El abogado de Iglesias, José Antonio Choclán, entregó un escrito de 15 páginas en el que pide el archivo inmediato de las diligencias preprocesales, actualmente bajo carácter reservado. En su solicitud, se pide que el caso se cierre en esta fase inicial y que se reconozca el derecho de la defensa a acceder a la denuncia, lo que le permitiría ejercer plenamente su representación legal.
La defensa de Julio Iglesias basa su argumento principal en que España no sería el lugar adecuado para tramitar esta denuncia. De acuerdo con el escrito, los hechos denunciados habrían ocurrido fuera del territorio español, específicamente en República Dominicana, donde Iglesias tiene su residencia habitual. Las denuncias provienen de dos mujeres que supuestamente trabajaron para el cantante, y el equipo legal considera que cualquier denuncia debería haberse presentado ante las autoridades dominicanas, no ante la justicia española.

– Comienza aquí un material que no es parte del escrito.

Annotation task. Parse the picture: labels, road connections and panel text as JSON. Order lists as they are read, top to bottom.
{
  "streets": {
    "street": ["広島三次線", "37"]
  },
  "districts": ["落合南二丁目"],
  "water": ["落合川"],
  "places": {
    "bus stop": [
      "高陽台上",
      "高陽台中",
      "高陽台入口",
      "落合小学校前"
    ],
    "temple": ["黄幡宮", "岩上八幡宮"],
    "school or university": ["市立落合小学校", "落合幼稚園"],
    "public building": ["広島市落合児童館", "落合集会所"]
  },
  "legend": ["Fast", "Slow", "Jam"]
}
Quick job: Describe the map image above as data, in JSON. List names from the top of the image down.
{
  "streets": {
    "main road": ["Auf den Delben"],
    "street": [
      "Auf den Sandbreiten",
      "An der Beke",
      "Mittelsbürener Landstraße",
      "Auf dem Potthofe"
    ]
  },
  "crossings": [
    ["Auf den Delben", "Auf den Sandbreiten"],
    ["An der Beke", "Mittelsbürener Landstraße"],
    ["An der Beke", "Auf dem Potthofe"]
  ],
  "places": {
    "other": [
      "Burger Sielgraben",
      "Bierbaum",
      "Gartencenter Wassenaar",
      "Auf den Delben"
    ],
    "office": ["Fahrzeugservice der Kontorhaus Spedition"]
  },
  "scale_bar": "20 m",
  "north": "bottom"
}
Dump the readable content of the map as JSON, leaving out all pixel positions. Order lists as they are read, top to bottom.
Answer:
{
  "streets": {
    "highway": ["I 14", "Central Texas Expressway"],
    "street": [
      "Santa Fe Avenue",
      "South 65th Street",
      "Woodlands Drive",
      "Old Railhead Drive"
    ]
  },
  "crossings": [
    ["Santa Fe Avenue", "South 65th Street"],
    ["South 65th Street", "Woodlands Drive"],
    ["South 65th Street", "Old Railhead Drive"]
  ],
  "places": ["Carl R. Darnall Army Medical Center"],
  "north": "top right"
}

Además de solicitar el archivo de las diligencias, la defensa exige que se autorice la personación formal del equipo legal en las diligencias. Actualmente, Julio Iglesias solo ha tenido acceso a los detalles de las acusaciones a través de publicaciones periodísticas, lo que, según su abogado, constituye una situación irregular y una vulneración del derecho a la defensa. En este sentido, el documento enfatiza que resulta fundamental para el cantante tener acceso directo a la denuncia y a cualquier actuación oficial relacionada con el caso.
Otro de los ejes del escrito es que los tribunales españoles no tienen jurisdicción en este caso, ya que los hechos no involucraron a ciudadanos españoles ni menores de edad, condiciones que suelen marcar los límites de la competencia de la Audiencia Nacional. Por lo tanto, la defensa de Iglesias cuestiona tanto la apertura de diligencias en España como la elección de este país como sede para llevar a cabo la investigación.
Por último, la defensa pone énfasis en las consecuencias mediáticas de que la investigación se esté tramitando en España. Aseguran que la decisión de abrir diligencias en la Audiencia Nacional ha provocado una amplia cobertura internacional, lo que ha impactado directamente en la imagen pública de Julio Iglesias, a pesar de que no existe una imputación formal ni una resolución judicial en su contra. En este sentido, consideran que la difusión de las acusaciones en medios de distintos países ha generado un perjuicio reputacional considerable, vulnerando así su derecho a la presunción de inocencia y dejándolo en una posición de indefensión frente a la opinión pública.
El caso sigue siendo un tema de gran relevancia tanto en el ámbito judicial como en los medios de comunicación, y la decisión sobre la solicitud presentada por la defensa de Julio Iglesias podría tener implicaciones significativas para el desarrollo del proceso y la reputación del artista.